Menurut Indopol, angka masyarakat yang menolak disurvei atau masih bimbang di suatu daerah bankan mencapai 85 persen. Selain karena takut kehilangan bansos, anamolai ini juga dipengaruhi oleh intervensi aparatur negara.
Prihati Utami pun mengupload potongan berita tentang survei Indopol tersebut yakni: Indopol, Sejumlah Masyarakat Menolak Disurvei karena Tak Ingin Bansos dan PKH Dicabut. Menurut dia, fenomena anomali masyarakat ini suatu hal yang sangat aneh.

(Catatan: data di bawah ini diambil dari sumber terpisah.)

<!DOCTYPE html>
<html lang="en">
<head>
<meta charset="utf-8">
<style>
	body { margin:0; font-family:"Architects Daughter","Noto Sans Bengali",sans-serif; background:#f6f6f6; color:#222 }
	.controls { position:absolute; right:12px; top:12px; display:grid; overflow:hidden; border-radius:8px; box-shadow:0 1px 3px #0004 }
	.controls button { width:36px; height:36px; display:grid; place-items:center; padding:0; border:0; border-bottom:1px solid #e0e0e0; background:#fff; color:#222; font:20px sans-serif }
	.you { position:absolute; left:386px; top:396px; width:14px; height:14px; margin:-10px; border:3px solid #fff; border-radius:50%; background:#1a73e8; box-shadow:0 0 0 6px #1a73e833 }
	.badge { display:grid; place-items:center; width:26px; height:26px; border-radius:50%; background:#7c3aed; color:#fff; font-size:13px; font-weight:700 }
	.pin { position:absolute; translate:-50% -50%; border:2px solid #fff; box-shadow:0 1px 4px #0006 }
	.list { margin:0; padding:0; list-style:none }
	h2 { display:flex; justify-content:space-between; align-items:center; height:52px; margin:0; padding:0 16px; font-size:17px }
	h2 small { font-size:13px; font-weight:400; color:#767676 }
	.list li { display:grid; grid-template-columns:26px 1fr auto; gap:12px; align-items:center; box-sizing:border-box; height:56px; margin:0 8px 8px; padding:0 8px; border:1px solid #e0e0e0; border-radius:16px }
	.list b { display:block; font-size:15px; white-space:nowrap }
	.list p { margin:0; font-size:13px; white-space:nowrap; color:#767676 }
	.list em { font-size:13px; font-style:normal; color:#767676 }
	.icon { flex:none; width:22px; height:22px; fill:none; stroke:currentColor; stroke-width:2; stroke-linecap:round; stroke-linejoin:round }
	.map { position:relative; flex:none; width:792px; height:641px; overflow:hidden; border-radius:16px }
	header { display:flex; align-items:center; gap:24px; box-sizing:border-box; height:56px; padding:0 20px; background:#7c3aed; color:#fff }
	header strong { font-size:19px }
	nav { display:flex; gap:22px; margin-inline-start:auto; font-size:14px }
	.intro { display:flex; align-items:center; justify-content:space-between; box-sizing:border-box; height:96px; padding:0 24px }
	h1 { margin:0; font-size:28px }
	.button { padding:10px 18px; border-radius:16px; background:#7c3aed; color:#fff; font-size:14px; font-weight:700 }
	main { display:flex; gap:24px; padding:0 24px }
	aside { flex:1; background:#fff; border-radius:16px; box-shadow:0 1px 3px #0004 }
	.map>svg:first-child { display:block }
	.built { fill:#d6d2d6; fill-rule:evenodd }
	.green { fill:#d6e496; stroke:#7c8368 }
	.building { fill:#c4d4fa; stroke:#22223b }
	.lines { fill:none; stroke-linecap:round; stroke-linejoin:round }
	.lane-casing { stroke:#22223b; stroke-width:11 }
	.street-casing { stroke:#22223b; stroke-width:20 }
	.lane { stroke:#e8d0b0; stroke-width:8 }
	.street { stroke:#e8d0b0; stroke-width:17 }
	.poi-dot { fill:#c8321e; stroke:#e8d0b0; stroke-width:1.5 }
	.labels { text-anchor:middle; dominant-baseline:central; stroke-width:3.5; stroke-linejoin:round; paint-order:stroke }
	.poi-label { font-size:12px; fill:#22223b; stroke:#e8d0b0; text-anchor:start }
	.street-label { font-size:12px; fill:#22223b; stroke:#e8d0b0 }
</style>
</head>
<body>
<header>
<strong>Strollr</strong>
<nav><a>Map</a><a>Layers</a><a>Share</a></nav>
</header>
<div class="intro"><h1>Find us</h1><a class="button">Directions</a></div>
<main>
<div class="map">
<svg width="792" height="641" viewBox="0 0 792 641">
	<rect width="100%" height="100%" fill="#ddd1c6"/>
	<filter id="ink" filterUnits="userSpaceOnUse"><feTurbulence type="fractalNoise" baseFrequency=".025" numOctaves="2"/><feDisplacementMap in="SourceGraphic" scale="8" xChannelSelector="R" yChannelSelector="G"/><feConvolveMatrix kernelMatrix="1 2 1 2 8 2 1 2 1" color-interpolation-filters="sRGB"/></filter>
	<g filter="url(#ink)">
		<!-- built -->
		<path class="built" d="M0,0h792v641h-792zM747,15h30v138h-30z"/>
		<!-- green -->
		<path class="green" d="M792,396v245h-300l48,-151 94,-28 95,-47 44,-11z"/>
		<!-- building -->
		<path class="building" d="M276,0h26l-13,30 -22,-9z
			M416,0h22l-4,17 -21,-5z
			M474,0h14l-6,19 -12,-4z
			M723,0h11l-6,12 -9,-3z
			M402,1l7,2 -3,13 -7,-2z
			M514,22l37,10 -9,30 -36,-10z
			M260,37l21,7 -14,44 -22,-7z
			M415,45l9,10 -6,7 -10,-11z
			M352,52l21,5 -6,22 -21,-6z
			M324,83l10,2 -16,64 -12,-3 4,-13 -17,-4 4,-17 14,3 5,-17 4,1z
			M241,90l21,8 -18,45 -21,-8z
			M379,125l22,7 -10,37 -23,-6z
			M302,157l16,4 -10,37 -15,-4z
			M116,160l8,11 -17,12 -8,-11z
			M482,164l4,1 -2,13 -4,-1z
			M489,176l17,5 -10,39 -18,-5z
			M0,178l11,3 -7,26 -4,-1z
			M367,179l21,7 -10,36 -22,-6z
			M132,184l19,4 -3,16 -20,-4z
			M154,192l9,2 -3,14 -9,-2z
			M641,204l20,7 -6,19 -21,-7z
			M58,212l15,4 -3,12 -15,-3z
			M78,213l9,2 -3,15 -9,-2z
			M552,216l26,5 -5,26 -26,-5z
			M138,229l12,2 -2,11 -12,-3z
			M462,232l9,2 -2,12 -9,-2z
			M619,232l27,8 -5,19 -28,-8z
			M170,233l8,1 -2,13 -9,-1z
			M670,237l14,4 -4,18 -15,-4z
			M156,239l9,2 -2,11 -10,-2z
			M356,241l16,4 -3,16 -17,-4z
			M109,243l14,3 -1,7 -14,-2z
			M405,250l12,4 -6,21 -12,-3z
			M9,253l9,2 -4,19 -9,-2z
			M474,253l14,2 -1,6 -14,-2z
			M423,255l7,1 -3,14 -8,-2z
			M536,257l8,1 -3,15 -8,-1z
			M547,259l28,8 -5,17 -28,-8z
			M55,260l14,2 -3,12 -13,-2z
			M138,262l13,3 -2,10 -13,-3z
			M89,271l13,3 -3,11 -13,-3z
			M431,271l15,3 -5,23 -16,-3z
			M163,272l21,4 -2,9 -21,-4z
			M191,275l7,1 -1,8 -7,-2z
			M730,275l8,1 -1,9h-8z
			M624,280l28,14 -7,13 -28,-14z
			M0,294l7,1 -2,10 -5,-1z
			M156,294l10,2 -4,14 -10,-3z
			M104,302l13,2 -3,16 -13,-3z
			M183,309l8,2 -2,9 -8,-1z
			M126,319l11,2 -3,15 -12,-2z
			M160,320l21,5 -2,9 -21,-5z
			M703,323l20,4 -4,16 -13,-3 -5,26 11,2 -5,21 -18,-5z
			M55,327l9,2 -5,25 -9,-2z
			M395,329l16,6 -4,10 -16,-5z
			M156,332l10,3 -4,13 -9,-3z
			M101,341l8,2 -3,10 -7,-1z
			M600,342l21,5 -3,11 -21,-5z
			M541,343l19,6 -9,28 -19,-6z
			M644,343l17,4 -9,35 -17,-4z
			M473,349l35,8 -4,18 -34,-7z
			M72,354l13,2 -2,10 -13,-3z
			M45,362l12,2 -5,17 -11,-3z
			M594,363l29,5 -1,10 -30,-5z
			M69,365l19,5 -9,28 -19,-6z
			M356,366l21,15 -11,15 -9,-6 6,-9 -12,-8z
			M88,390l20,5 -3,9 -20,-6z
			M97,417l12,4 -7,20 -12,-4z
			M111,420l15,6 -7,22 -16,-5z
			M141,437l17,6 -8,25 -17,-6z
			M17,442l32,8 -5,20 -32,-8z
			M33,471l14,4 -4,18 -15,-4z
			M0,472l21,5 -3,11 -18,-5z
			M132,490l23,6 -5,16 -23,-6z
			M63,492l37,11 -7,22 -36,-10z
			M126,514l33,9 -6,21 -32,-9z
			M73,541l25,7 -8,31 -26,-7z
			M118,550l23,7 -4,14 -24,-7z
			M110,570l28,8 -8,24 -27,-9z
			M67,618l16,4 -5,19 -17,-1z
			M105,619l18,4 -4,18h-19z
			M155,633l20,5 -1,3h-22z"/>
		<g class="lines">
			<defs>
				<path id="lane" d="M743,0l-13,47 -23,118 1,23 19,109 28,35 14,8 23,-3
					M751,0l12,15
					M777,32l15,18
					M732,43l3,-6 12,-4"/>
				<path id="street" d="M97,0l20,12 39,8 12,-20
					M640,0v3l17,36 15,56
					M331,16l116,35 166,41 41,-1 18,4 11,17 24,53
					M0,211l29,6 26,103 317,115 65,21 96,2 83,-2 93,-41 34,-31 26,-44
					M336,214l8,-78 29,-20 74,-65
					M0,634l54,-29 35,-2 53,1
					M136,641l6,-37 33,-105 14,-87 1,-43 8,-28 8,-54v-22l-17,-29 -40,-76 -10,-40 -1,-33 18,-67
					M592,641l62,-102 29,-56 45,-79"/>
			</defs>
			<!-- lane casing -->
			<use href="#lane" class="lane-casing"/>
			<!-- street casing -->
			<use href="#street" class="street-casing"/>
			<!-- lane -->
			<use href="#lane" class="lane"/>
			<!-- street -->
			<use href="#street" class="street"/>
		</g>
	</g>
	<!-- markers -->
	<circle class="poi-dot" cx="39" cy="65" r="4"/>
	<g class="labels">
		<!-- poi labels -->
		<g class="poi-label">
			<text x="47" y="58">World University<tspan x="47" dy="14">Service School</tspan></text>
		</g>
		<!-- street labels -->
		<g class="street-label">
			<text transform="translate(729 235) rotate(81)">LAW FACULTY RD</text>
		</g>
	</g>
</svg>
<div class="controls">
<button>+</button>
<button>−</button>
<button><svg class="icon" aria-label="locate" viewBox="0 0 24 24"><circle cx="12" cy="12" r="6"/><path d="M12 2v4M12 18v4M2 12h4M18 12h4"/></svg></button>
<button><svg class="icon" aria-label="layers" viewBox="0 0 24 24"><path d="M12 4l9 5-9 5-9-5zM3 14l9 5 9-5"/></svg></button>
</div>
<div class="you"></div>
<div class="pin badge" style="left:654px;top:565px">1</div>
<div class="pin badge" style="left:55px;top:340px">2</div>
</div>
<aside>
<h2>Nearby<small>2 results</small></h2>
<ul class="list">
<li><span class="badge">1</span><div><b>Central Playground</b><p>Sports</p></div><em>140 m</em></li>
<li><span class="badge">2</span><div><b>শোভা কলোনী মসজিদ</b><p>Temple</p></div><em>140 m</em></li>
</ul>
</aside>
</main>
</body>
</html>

Ia mengkritisi pengerahan aparatur negara untuk mengintervensi suara masyarakat, serta menyebar narasi ketakutan tak lagi mendapat bansos. Padahal, kata dia, pasangan calon (paslon) nomor urut 02 Prabowo Subianto-Gibran selalu mendengungkan menang satu putara dengan suara di atas 50 persen.
Lewat postingan tersebut, Prihati Utami ingin menunjukkan bagaimana hasil sesungguhnya yang berbeda di lapangan. Menurut dia, suara riil Prabowo-Gibran di lapangan stagnan dan bahkan cenderung menurun.
“Tapi di balik itu, ternyata ada berita soal anomali yang muncul dan patut diperhatikan dari sebuah lembaga survei. Yakni adanya penolakan saat dilakukan survei dari kepala desa dan lurah terutama untuk wilayah Jawa Timur, Laaaa kok aneh yaaa,” tulisnya di akun X atau Twitter @Prihati_utami.
Lembaga Survei Indopol bahkan membeberkan jika para surveyor yang diterjunkan mendapatkan penolakan dengan alasan warga tidak ingin persoalan survei jadi persoalan politik, yang akan berimbas pada bantuan pemerintah. Karenanya, Indopol memutuskan tidak merilis hasil survei elektabilitas pasangan capres dan cawapres pada periode Januari 2024 karena adanya sejumlah temuan masyarakat yang menolak disurvei tersebut di sejumlah daerah, khususnya di Jawa Timur (Jatim).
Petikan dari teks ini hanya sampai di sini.